Reproduce the following data exactly, minus any images.

:: STORED DATA ::
* * * * * * *

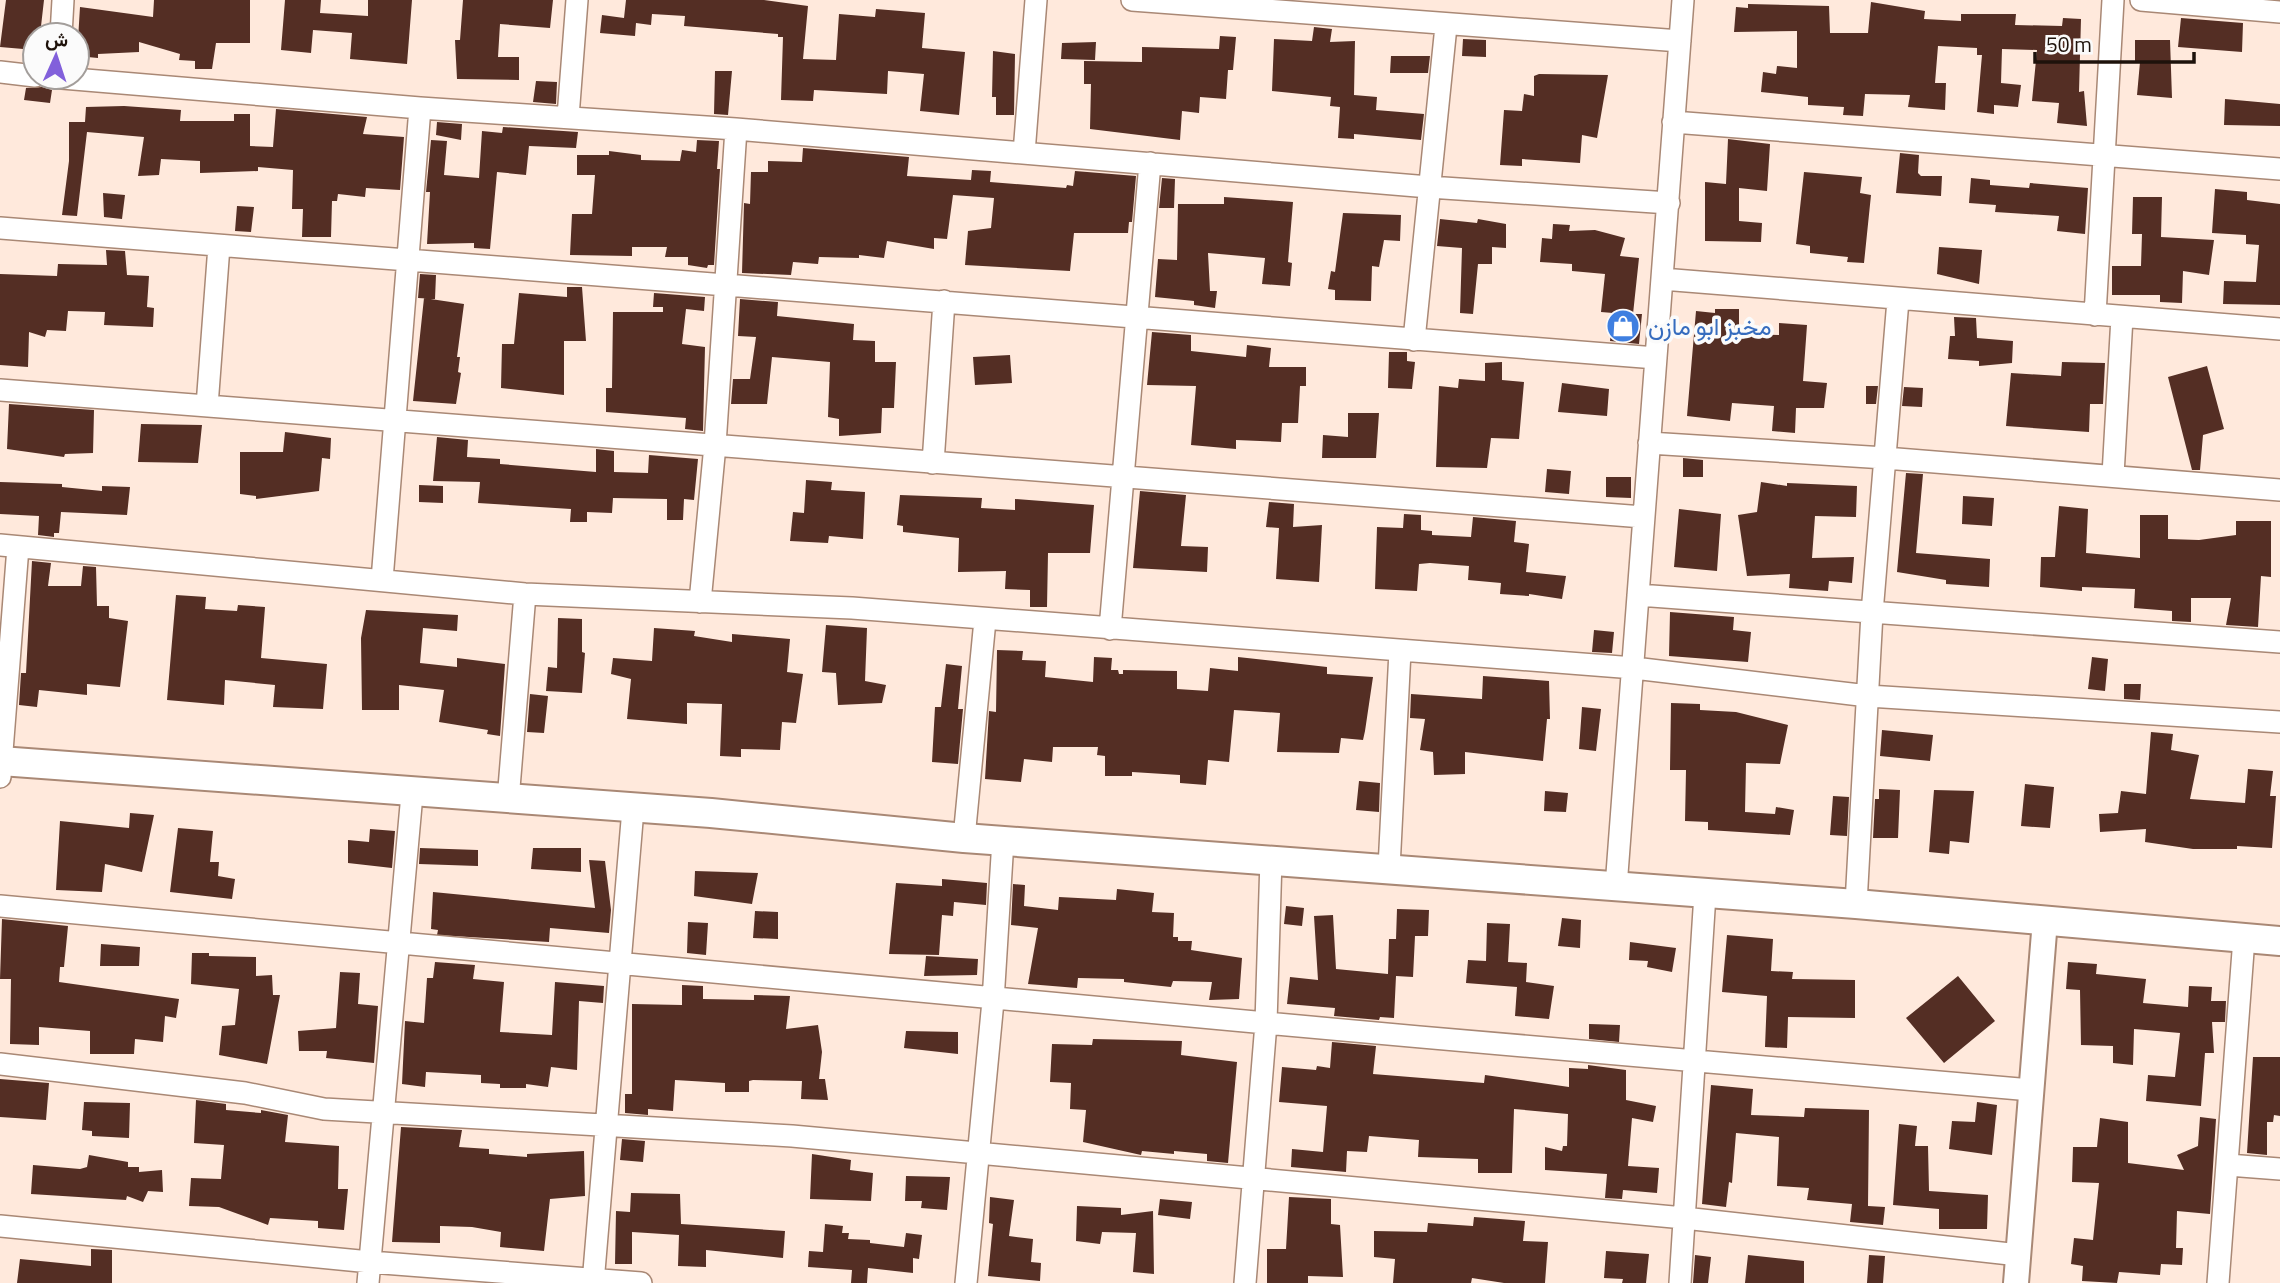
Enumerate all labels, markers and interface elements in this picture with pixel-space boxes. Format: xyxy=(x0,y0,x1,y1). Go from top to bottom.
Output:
north arrow xyxy=(21,21,91,91)
scale bar xyxy=(2035,21,2194,65)
text: ش xyxy=(45,23,69,54)
text: 50 m xyxy=(2046,28,2092,60)
shop icon: مخبز ابو مازن xyxy=(1604,307,1642,345)
place label: مخبز ابو مازن xyxy=(1648,308,1771,344)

* * * * * * *

:: EXERCISE OUTPUT ::
Enumerate all labels, markers and interface elements in this picture with pixel-space boxes. Format: xyxy=(x0,y0,x1,y1). Go from top to bottom.
Output:
north arrow xyxy=(21,21,91,91)
scale bar xyxy=(2035,21,2194,65)
text: ش xyxy=(45,23,69,54)
text: 50 m xyxy=(2046,28,2092,60)
shop icon: مخبز ابو مازن xyxy=(1604,307,1642,345)
place label: مخبز ابو مازن xyxy=(1648,308,1771,344)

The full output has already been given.